Un premier constat est celui du changement de la perception qu’ont les français du Rassemblement National. 40% d’entre eux apprécient les idées du RN, 47% estiment que Marine Le Pen a la stature de Présidente de la République et 57% estiment qu’elle est proche de leurs préoccupations. Tant Marine Le Pen que Jordan Bardella sont hauts dans les sondages de popularité. Ce changement de perception s’est traduit en une augmentation sans précédent du nombre de votes pour le RN. Des 190 000 voix rassemblées en 1974 (0.74% des votes) par Jean-Marie Le Pen, Marine le Pen a reçu le vote de 13 288 000 électeurs en 2022 (41% des votes), soit une multiplication par 70, et une multiplication par presque 3 par rapport au score de 2002. Face à ce constat, l’accession de Marine Le Pen à l’Élysée est de plus en plus probable, alors que cela était encore envisageable autant politiquement que mathématiquement.

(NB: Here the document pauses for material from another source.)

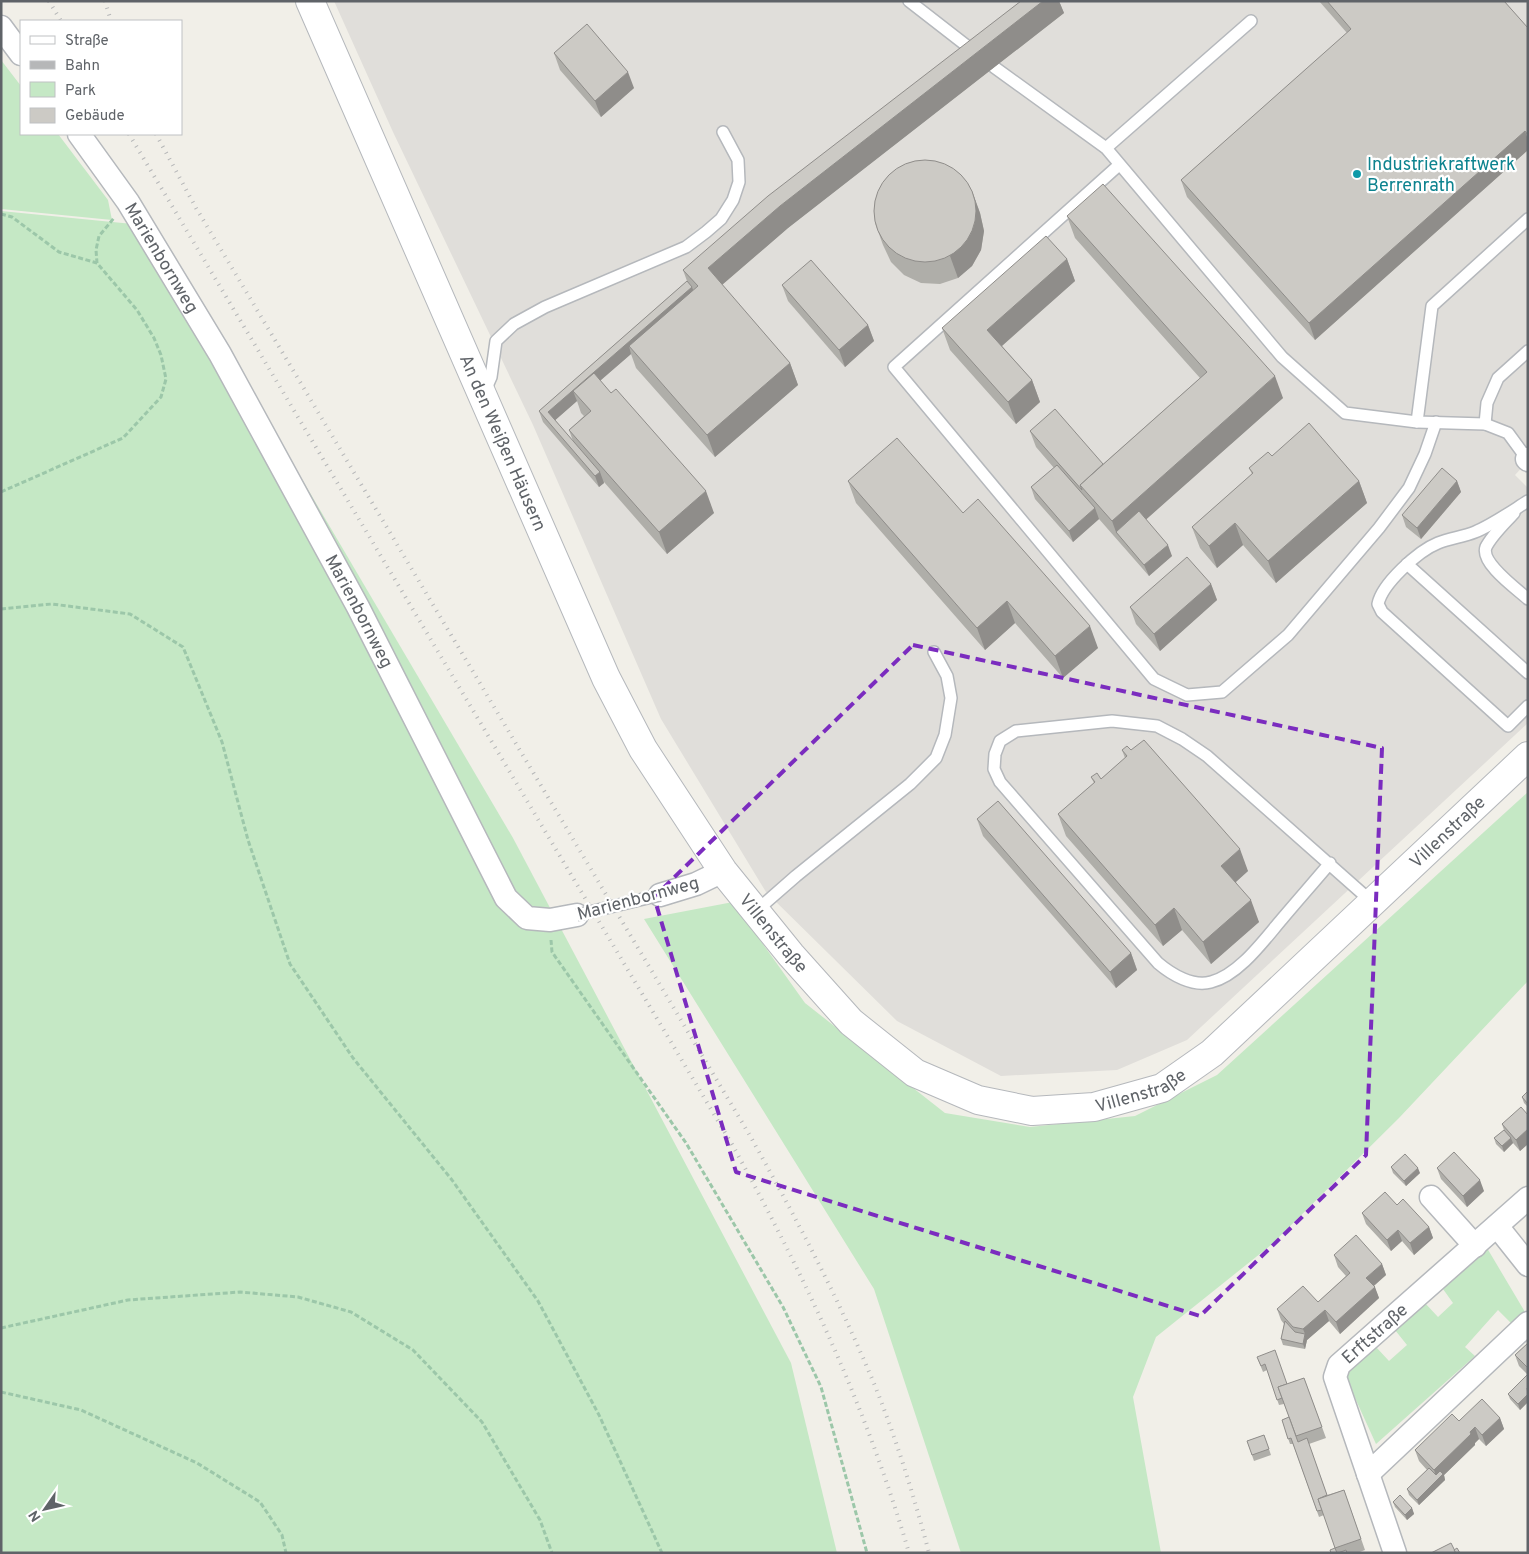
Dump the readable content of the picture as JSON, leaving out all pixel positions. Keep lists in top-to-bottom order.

Aux législatives de 2022, le RN s’est maintenu dans 208 circonscriptions, et était en tête dans 110 d’entre elles. Finalement, ce sont 89 députés d’extrême droite qui ont fait leur entrée au Palais Bourbon. Ce score est d’autant plus alarmant que le mode de scrutin à deux tours est défavorable au RN, car le front républicain permet le report des voix sur les adversaires des candidats de l’extrême droite. Cependant, le front républicain s’érode à mesure et a pour conséquence les bons scores de l’extrême droite. Fait notable, le RN détient toutes les circonscriptions de 5 départements : les Pyrénées-Orientales, l’Aude, la Haute-Marne et la Haute-Saône.

Alors comment percevoir le vote de ces 13 millions de français ? Sont-ils fascistes, racistes, antisémites ? Le politologue Pascal Perrineau explique que “quand la France va mal, le FN va très bien”. Ce qu’il faut comprendre est que le Rassemblement National tire sa force des crises que la France traverse. Or la France traverse plusieurs crises et le sentiment de colère, d’exaspération, d’injustice et de déception vis-à-vis de la classe politique grandit en conséquence. La France traverse également une crise d’identité provoquée par plusieurs facteurs : l’augmentation de la pauvreté et de la précarisation, la désindustrialisation et le déclassement économique et social. Les citoyens demandent une forme de dignité pour vivre leur vie. Pourtant, cette demande ne semble pas satisfaite par la classe politique malgré les alternances, ce qui donne l’impression que les différences entre la gauche, le centre et la droite sont minimes.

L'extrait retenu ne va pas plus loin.